Work to complete: Exactly as written, write out the lines below from the first to the one containing "Read the screen", inclusive. Pictures do not belong in the copy.

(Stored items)
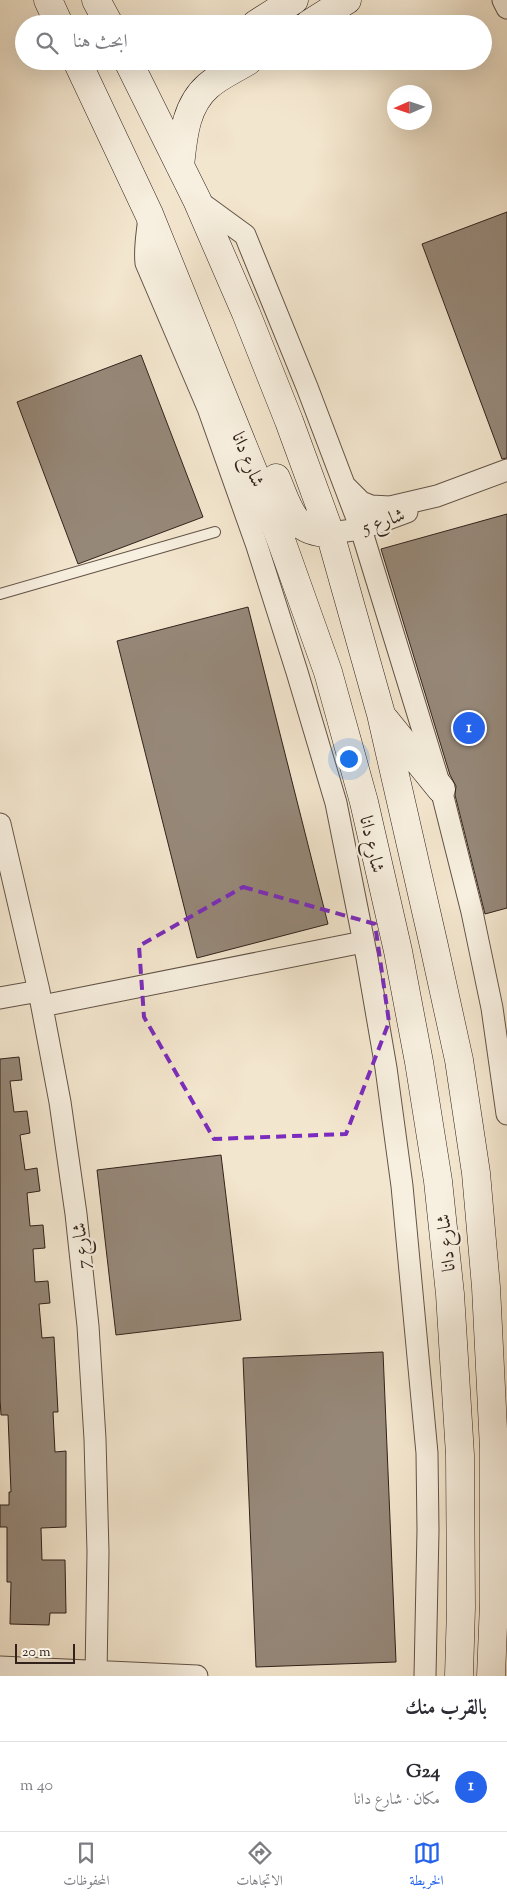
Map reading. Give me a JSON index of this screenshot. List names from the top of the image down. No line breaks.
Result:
{"streets":{"street":["شارع دانا","شارع 5","شارع 7"]},"crossings":[["شارع دانا","شارع 5"]],"scale_bar":"20 m","north":"left","page":{"search":"ابحث هنا","pins":"1","scale":"20 m","heading":"بالقرب منك","list":[{"mark":"1","name":"G24","note":"مكان · شارع دانا","value":"40 m"}],"nav":["الخريطة","الاتجاهات","المحفوظات"]}}
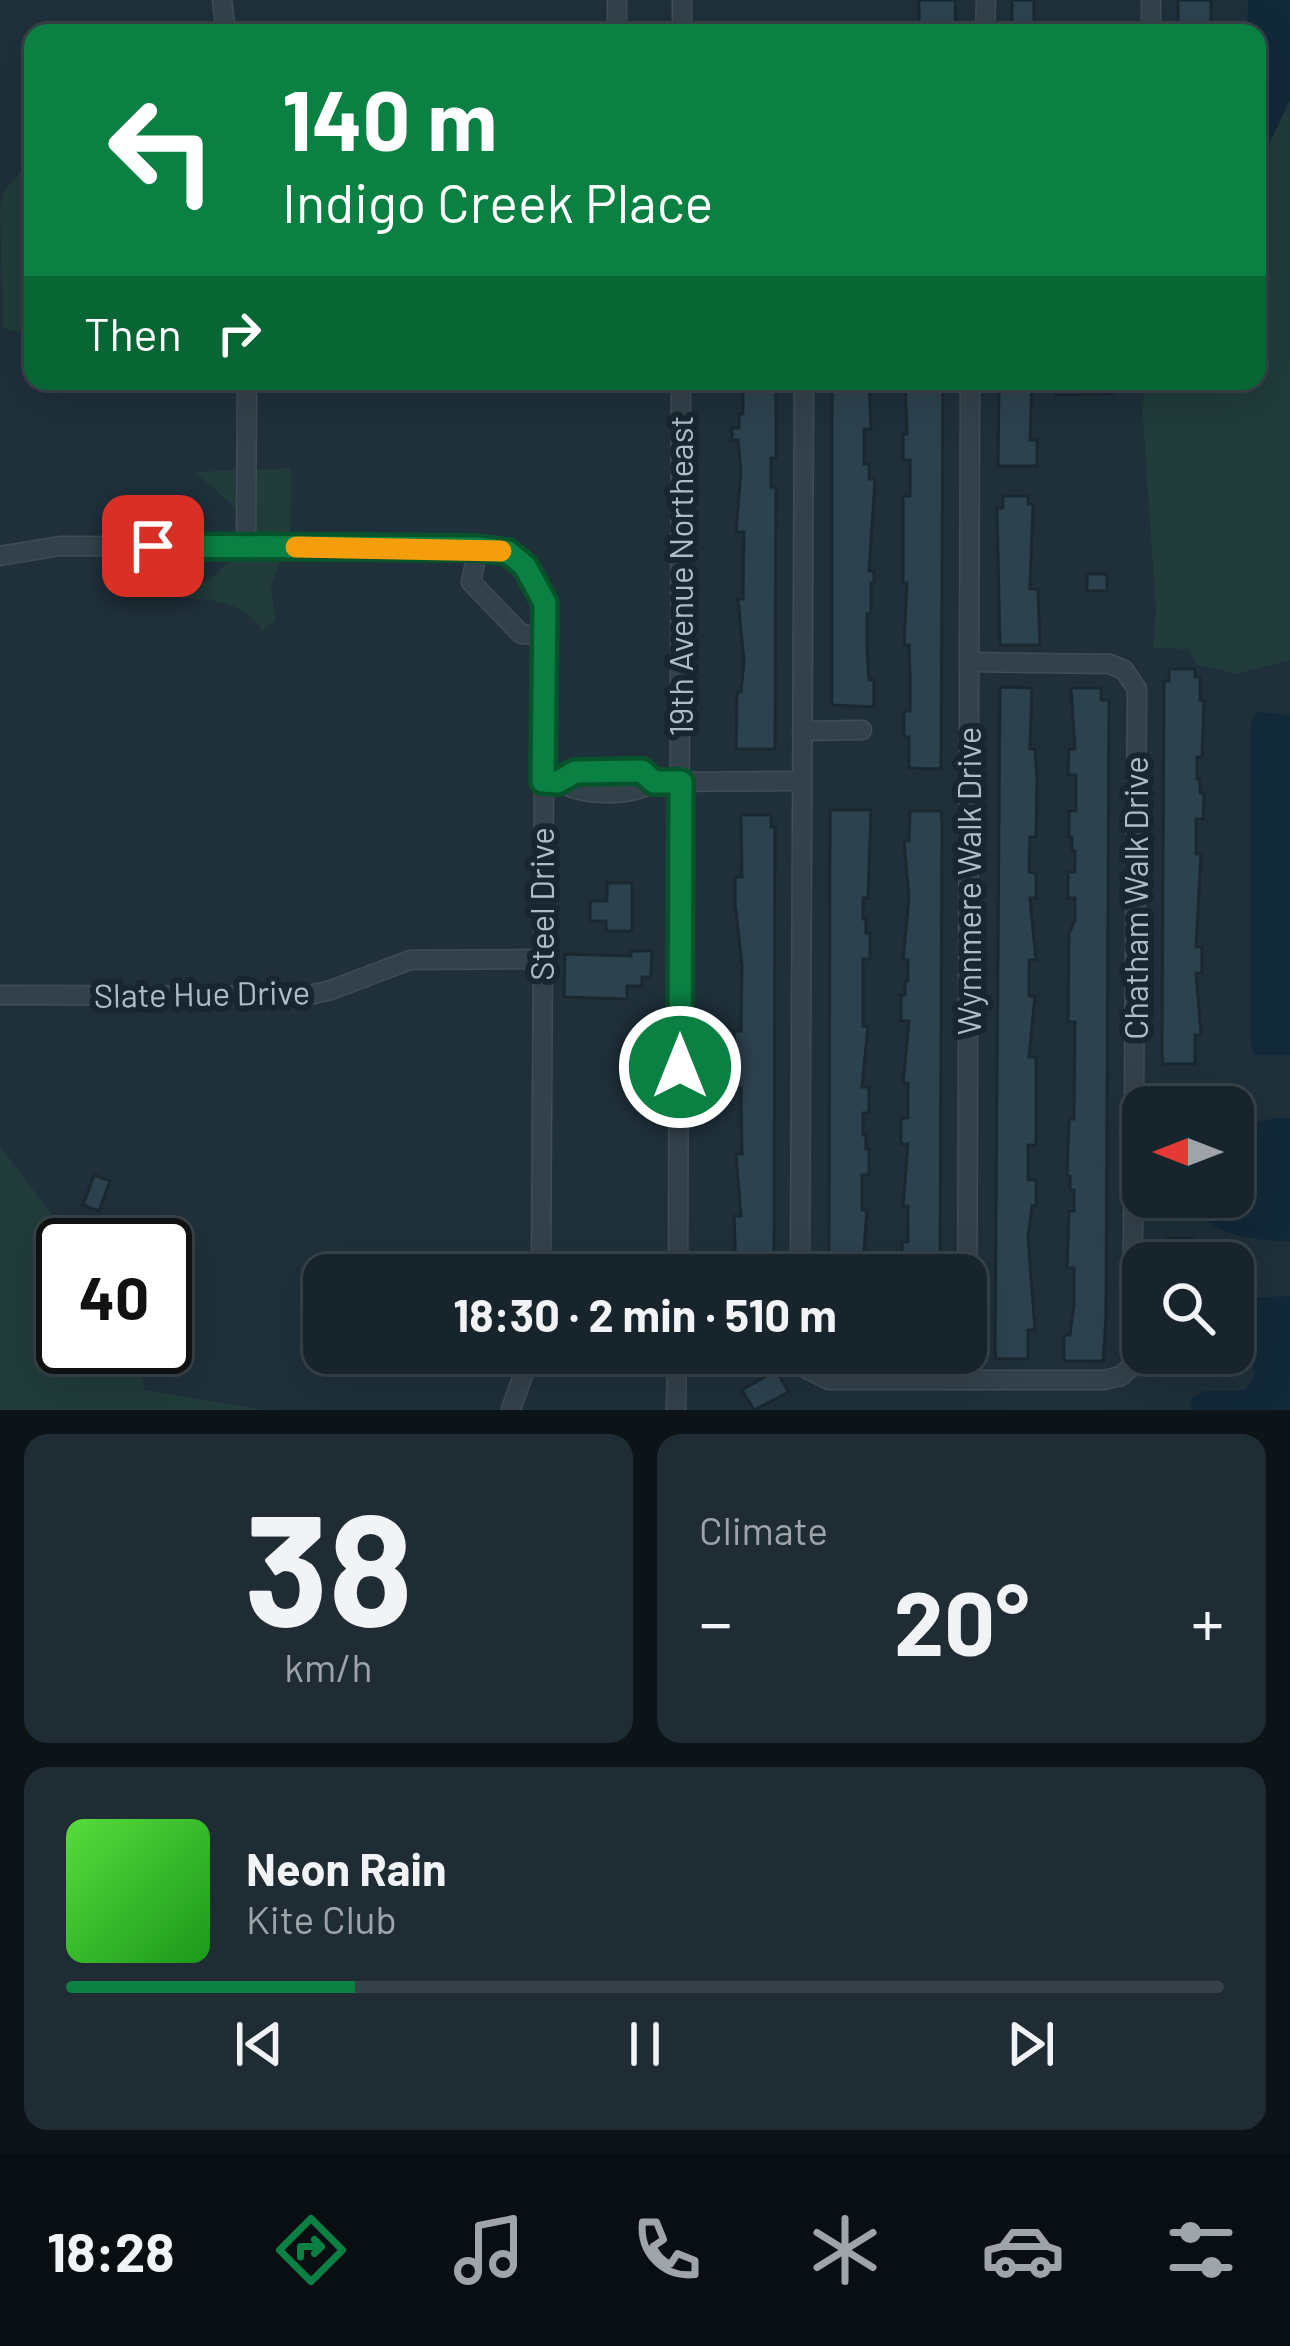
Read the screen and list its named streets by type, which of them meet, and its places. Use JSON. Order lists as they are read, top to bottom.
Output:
{
  "streets": {
    "street": [
      "19th Avenue Northeast",
      "Wynnmere Walk Drive",
      "Chatham Walk Drive",
      "Steel Drive",
      "Slate Hue Drive"
    ]
  },
  "crossings": [
    ["Wynnmere Walk Drive", "Chatham Walk Drive"],
    ["Steel Drive", "Slate Hue Drive"]
  ],
  "north": "left",
  "page": {
    "turn": ["140 m", "Indigo Creek Place"],
    "then": "Then",
    "limit": "40",
    "trip": "18:30 · 2 min · 510 m",
    "tile": [
      ["38", "km/h"],
      "Climate"
    ],
    "heat": ["−", "20°", "+"],
    "song": ["Neon Rain", "Kite Club"],
    "tabs": "18:28"
  }
}
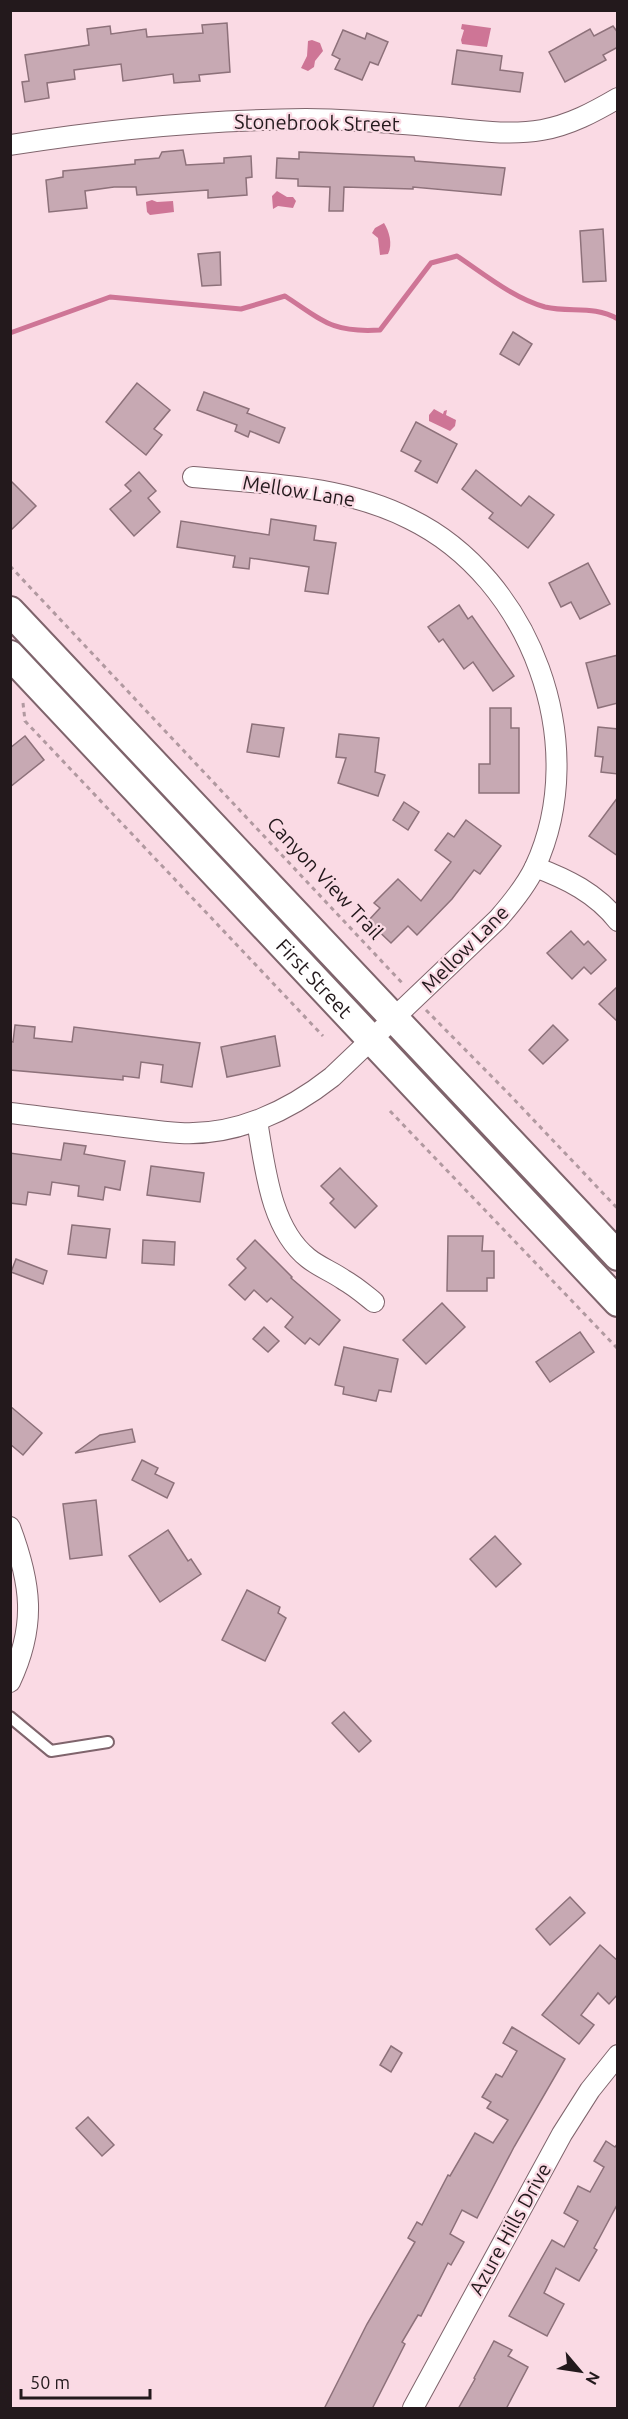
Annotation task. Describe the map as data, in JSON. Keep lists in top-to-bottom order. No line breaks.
{"streets":{"main road":["First Street"],"street":["Stonebrook Street","Mellow Lane","Azure Hills Drive"],"path":["Canyon View Trail"]},"crossings":[["Mellow Lane","Canyon View Trail"],["Mellow Lane","First Street"]],"scale_bar":"50 m","north":"bottom right"}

Result below:
Map reading. Give me a JSON index of this screenshot. List names from the top of the image down. No line breaks.
Result:
{"streets":{"street":["شارع دانا","شارع 5","شارع 7"]},"crossings":[["شارع دانا","شارع 5"]],"scale_bar":"20 m","north":"left","page":{"search":"ابحث هنا","pins":"1","scale":"20 m","heading":"بالقرب منك","list":[{"mark":"1","name":"G24","note":"مكان · شارع دانا","value":"40 m"}],"nav":["الخريطة","الاتجاهات","المحفوظات"]}}
Read the screen and list its named streets by type, which of them meet, and its places. Use JSON. Order lists as they are read, top to bottom.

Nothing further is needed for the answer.